* Dataset excerpts
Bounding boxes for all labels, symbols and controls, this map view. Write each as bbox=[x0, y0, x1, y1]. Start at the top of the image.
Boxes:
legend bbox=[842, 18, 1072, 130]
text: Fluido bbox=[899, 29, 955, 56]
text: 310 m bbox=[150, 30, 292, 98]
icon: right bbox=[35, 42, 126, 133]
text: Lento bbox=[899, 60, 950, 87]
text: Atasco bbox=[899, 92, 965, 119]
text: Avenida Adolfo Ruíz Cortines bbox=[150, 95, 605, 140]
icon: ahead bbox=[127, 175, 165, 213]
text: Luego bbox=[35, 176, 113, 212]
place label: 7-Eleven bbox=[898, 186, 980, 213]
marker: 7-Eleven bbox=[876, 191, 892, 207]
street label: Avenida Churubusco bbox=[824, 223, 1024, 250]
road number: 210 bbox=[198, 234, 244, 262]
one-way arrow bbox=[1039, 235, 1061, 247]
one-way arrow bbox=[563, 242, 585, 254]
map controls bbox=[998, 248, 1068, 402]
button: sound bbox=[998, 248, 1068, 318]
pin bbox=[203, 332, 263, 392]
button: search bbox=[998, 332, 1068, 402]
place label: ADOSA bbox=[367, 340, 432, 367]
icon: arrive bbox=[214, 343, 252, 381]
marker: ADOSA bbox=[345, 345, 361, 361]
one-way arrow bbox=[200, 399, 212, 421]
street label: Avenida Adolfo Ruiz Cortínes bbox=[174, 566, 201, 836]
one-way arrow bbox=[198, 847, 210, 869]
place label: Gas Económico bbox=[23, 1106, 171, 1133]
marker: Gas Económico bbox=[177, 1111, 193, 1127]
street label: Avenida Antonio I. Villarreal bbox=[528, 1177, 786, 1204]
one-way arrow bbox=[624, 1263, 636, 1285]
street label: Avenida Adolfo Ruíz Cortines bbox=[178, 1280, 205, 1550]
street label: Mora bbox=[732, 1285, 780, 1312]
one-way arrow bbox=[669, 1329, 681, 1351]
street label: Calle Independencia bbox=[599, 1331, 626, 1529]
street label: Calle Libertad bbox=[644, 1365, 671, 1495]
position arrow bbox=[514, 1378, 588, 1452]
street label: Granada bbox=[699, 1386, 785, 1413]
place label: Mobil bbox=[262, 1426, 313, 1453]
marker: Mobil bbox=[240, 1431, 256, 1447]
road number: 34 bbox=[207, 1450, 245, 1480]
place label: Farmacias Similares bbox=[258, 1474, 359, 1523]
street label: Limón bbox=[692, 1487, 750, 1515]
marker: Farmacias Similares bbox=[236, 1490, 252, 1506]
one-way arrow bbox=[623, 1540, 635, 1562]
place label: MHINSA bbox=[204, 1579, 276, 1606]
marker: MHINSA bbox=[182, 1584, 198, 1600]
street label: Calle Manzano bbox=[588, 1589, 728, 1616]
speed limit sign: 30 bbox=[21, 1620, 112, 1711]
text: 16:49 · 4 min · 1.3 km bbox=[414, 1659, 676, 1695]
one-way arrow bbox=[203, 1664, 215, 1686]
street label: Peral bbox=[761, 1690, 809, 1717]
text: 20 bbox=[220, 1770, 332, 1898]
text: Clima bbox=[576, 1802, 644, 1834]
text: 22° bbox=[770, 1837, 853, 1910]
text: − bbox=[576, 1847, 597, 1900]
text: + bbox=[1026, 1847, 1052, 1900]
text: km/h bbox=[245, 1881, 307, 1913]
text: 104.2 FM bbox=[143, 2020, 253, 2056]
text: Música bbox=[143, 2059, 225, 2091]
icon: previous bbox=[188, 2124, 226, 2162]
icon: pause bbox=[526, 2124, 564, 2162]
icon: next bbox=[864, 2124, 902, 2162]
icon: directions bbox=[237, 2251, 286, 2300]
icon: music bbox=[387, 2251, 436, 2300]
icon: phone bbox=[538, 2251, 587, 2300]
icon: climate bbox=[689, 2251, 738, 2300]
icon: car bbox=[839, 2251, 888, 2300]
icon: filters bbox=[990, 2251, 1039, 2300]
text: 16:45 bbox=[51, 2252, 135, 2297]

* What is required
Scan the entries above and return each line that holds "Ruíz".

* Solved problem
text: Avenida Adolfo Ruíz Cortines bbox=[150, 95, 605, 140]
street label: Avenida Adolfo Ruíz Cortines bbox=[178, 1280, 205, 1550]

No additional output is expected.